The use of orthogonal similarity relations in the prediction of authorship

  • Authors:
  • Upendra Sapkota;Thamar Solorio;Manuel Montes-y-Gómez;Paolo Rosso

  • Affiliations:
  • University of Alabama at Birmingham, Birmingham, AL;University of Alabama at Birmingham, Birmingham, AL;Instituto Nacional de Astrofísica, Optica y Electrónica, Puebla, Mexico;NLE Lab - ELiRF, Universitat Politècnica de València, Valencia, Spain

  • Venue:
  • CICLing'13 Proceedings of the 14th international conference on Computational Linguistics and Intelligent Text Processing - Volume 2
  • Year:
  • 2013

Quantified Score

Hi-index 0.00

Visualization

Abstract

Recent work on Authorship Attribution (AA) proposes the use of meta characteristics to train author models.
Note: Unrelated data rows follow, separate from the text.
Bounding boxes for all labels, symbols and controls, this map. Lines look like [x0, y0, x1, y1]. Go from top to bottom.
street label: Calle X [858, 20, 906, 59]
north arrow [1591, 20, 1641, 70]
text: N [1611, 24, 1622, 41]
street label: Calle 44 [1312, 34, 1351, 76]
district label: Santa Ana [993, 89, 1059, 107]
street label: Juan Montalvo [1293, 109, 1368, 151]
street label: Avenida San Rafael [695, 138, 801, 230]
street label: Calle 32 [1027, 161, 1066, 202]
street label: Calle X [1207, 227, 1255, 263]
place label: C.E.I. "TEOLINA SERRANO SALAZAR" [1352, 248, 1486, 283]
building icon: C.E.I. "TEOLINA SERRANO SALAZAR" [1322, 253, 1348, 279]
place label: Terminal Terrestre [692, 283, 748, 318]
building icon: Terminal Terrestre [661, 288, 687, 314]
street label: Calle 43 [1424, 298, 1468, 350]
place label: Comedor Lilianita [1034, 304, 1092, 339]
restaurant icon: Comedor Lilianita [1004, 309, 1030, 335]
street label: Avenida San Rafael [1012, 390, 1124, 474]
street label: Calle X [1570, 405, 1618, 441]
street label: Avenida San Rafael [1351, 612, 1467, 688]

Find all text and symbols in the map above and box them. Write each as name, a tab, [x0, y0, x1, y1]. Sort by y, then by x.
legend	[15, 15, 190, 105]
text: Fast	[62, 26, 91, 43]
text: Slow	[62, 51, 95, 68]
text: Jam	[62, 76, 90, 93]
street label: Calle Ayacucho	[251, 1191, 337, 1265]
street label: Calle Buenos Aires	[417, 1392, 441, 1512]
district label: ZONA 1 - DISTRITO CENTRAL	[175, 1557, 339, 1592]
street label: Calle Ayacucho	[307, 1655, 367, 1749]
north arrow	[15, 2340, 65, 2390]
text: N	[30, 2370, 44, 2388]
The meta characteristics are orthogonal sets of similarity relations between the features from the different candidate authors. In that approach, the features are grouped and processed separately according to the type of information they encode, the so called linguistic modalities. For instance, the syntactic, stylistic and semantic features are each considered different modalities as they represent different aspects of the texts. The assumption is that the independent extraction of meta characteristics results in more informative feature vectors, that in turn result in higher accuracies. In this paper we set out to the task of studying the empirical value of this modality specific process. We experimented with different ways of generating the meta characteristics on different data sets with different numbers of authors and genres. Our results show that by extracting the meta characteristics from splitting features by their linguistic dimension we achieve consistent improvement of prediction accuracy.